WHAT IS BEING ASKED.
Pictures are not part of the copy; retype all the records below exactly.
MATERIAL FOR THE TASK below:
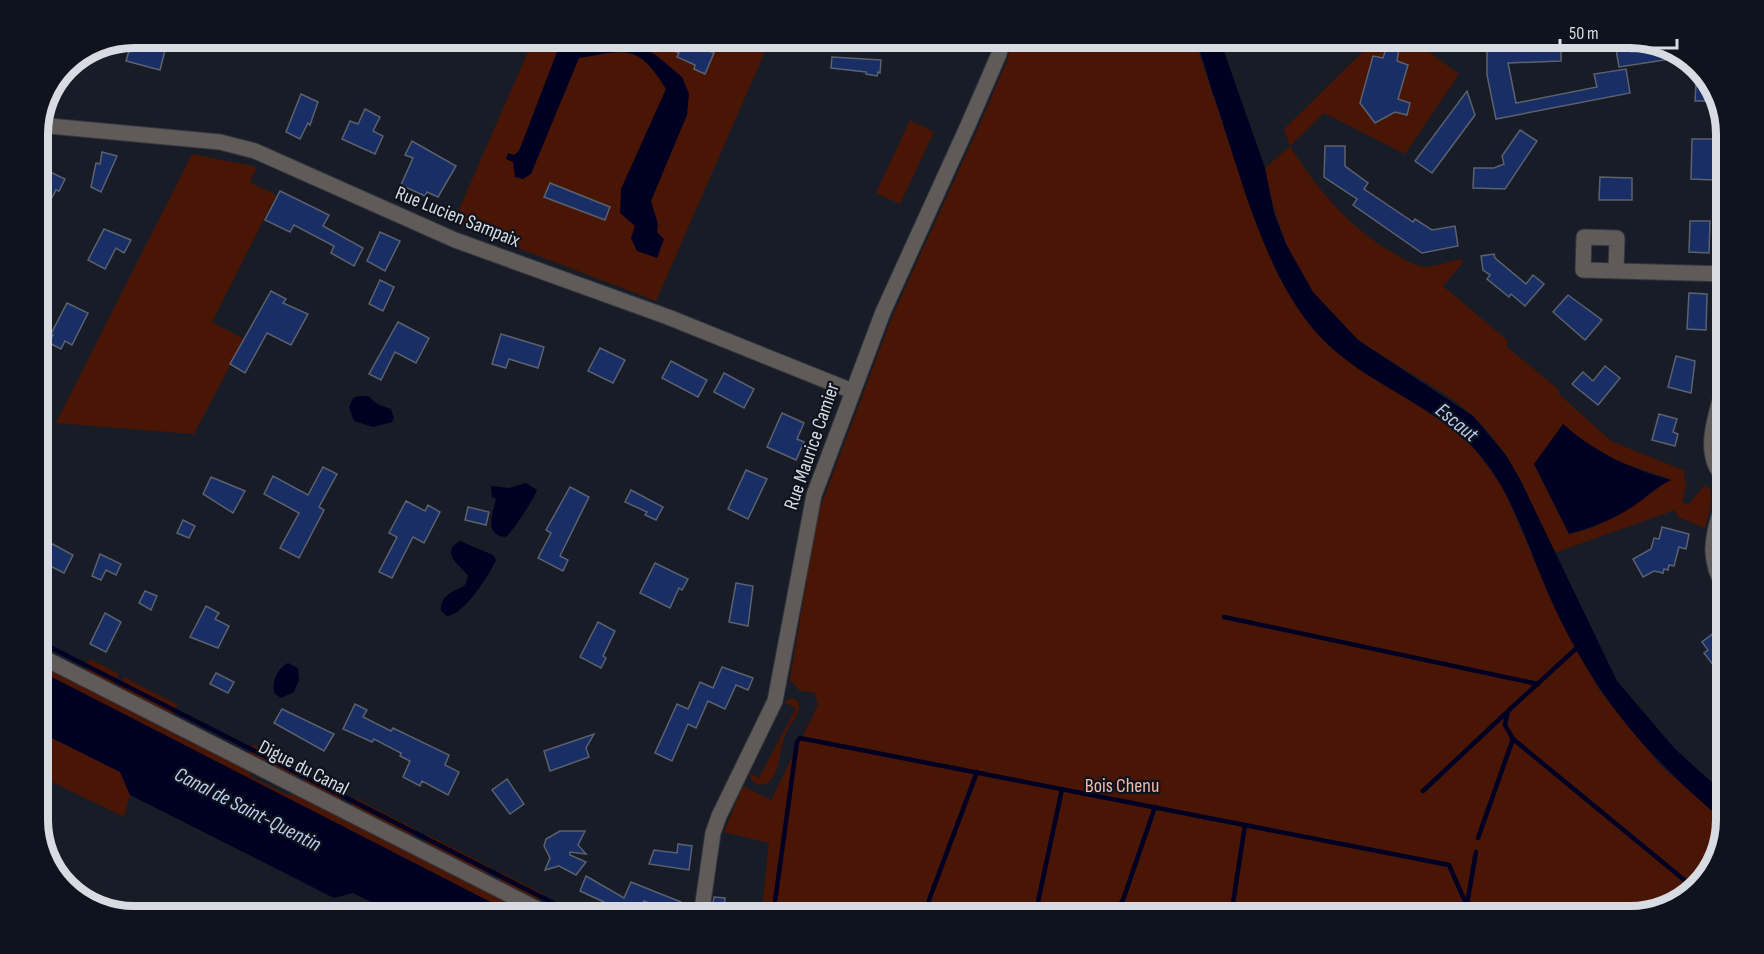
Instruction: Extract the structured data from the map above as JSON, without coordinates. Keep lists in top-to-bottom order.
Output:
{
  "streets": {
    "street": ["Rue Lucien Sampaix", "Rue Maurice Camier", "Digue du Canal"]
  },
  "crossings": [
    ["Rue Lucien Sampaix", "Rue Maurice Camier"]
  ],
  "water": ["Escaut", "Canal de Saint-Quentin"],
  "parks": ["Bois Chenu"],
  "scale_bar": "50 m"
}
End of MATERIAL FOR THE TASK.
ANSWER AREA.
Instruction: Extract the structured data from the map above as JSON, without coordinates. Keep lists in top-to-bottom order.
Output:
{
  "streets": {
    "street": ["Rue Lucien Sampaix", "Rue Maurice Camier", "Digue du Canal"]
  },
  "crossings": [
    ["Rue Lucien Sampaix", "Rue Maurice Camier"]
  ],
  "water": ["Escaut", "Canal de Saint-Quentin"],
  "parks": ["Bois Chenu"],
  "scale_bar": "50 m"
}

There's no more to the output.